The characterisation/epithet of 'Anglican-style' for the bodies and organisations comprising the Common Cause Partnership is provocative and surprisingly dismissive. Is the Bishop calling CCP bodies vagantes? Many have thought that the Bishop of Central Florida was sympathetic to the CCP, but that is clearly no longer the case. What is clear is that he is a firm supporter of women's 'ordination' and perceives the CCP as a threat to the preservation or recognition of that innovation. Bishop Howe is, however, quite correct about the communion-dividing problem posed by the ordination of women, and indeed that obstacle does seem to be the potential origin and harbinger of a future break-up of the CCP. Unless the question of women's ordination is finally settled one way or the other to the satisfaction of all involved, it threatens to polarise and ultimately divide the CCP as it irrevocably split the Anglican Communion itself.

In leaving The Episcopal Church the options before you are to ally with a Bishop who is not recognized as such by the Archbishop of Canterbury.

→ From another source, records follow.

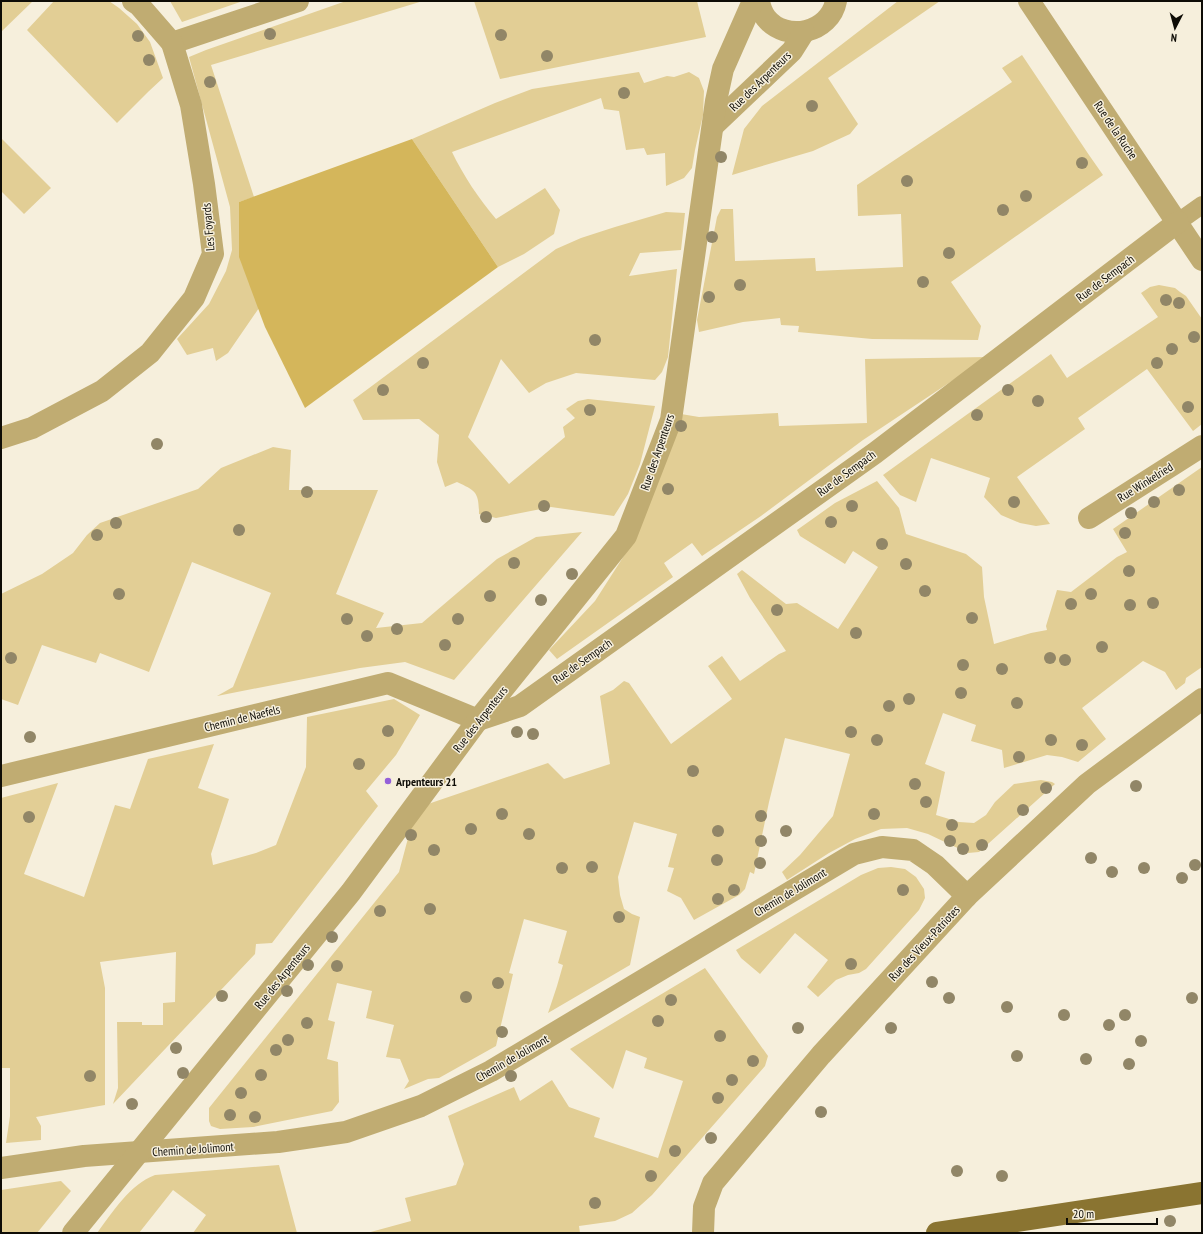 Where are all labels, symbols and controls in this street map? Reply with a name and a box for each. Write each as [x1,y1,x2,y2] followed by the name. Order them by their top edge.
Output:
[1155,8,1195,48] north arrow
[1170,31,1178,45] text: N
[726,48,794,114] street label: Rue des Arpenteurs
[1091,98,1141,162] street label: Rue de la Ruche
[198,202,218,252] street label: Les Foyards
[1073,251,1137,305] street label: Rue de Sempach
[637,412,677,492] street label: Rue des Arpenteurs
[814,447,878,499] street label: Rue de Sempach
[1115,459,1175,505] street label: Rue Winkelried
[550,635,614,687] street label: Rue de Sempach
[449,683,511,755] street label: Rue des Arpenteurs
[203,701,281,735] street label: Chemin de Naefels
[395,774,457,789] place label: Arpenteurs 21
[383,776,393,786] marker: Arpenteurs 21
[751,864,829,919] street label: Chemin de Jolimont
[885,902,963,984] street label: Rue des Vieux-Patriotes
[251,940,313,1012] street label: Rue des Arpenteurs
[473,1031,552,1085] street label: Chemin de Jolimont
[152,1139,235,1159] street label: Chemin de Jolimont
[1067,1200,1157,1226] scale bar
[1073,1206,1094,1221] text: 20 m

He alone defines who is and who is not "Anglican."

The Anglican Marian exiles of the sixteenth century, the British Catholic Church of the Non-Jurors, the faithful Anglican remnant during the English Commonwealth and Interregnum, the Anglicans of South India after 1947, the Continuing Churches past and present, and a fledgling American Episcopal Church after 1776 would all vehemently disagree with this sweeping over generalisation and assertion. It is flatly unhistorical and erects a disturbing precedent. The Archiepiscopate of Canterbury is not an Anglican Papacy, not has it ever attempted to define Anglicanism beyond what is canonically stipulated in the Church of England as allegiance to Catholic Faith and Order and the authority of the BCP, Ordinal and XXXIX Articles of Religion, and maintenance of communio in sacris with those Churches which have historically comprised the Anglican Communion. Bishops William Sancroft, Francis Turner, William Lloyd, William Thomas, John Lake, Thomas Cartwright, Thomas Ken, and even Robert Kilgour, Arthur Petrie, John Skinner and Samuel Seabury were all perfectly Anglican and orthodox, although they were certainly not always in communion with either the Church of England or the See of Canterbury.

It seems the apologia for TEC Institution has taken on a more desperate tone...

1 comment:

Anonymous said...

Sometimes I think that all "extramural" Anglicans are just Anglican-style entities. It seems that none hold catholic order, and the catholic faith of the UNDIVIDED CHURCH (Counter) Reformation doctrines or practices that don't enjoy the imprimatur of the consensus patrum. And to the extent they interpolate dubious "pet" opinions and practices, (whether the Puritan, Priestess Pope Pius VI's agenda) they violate the letter and spirit of the formative and constitutional, memorialized principles of Anglican.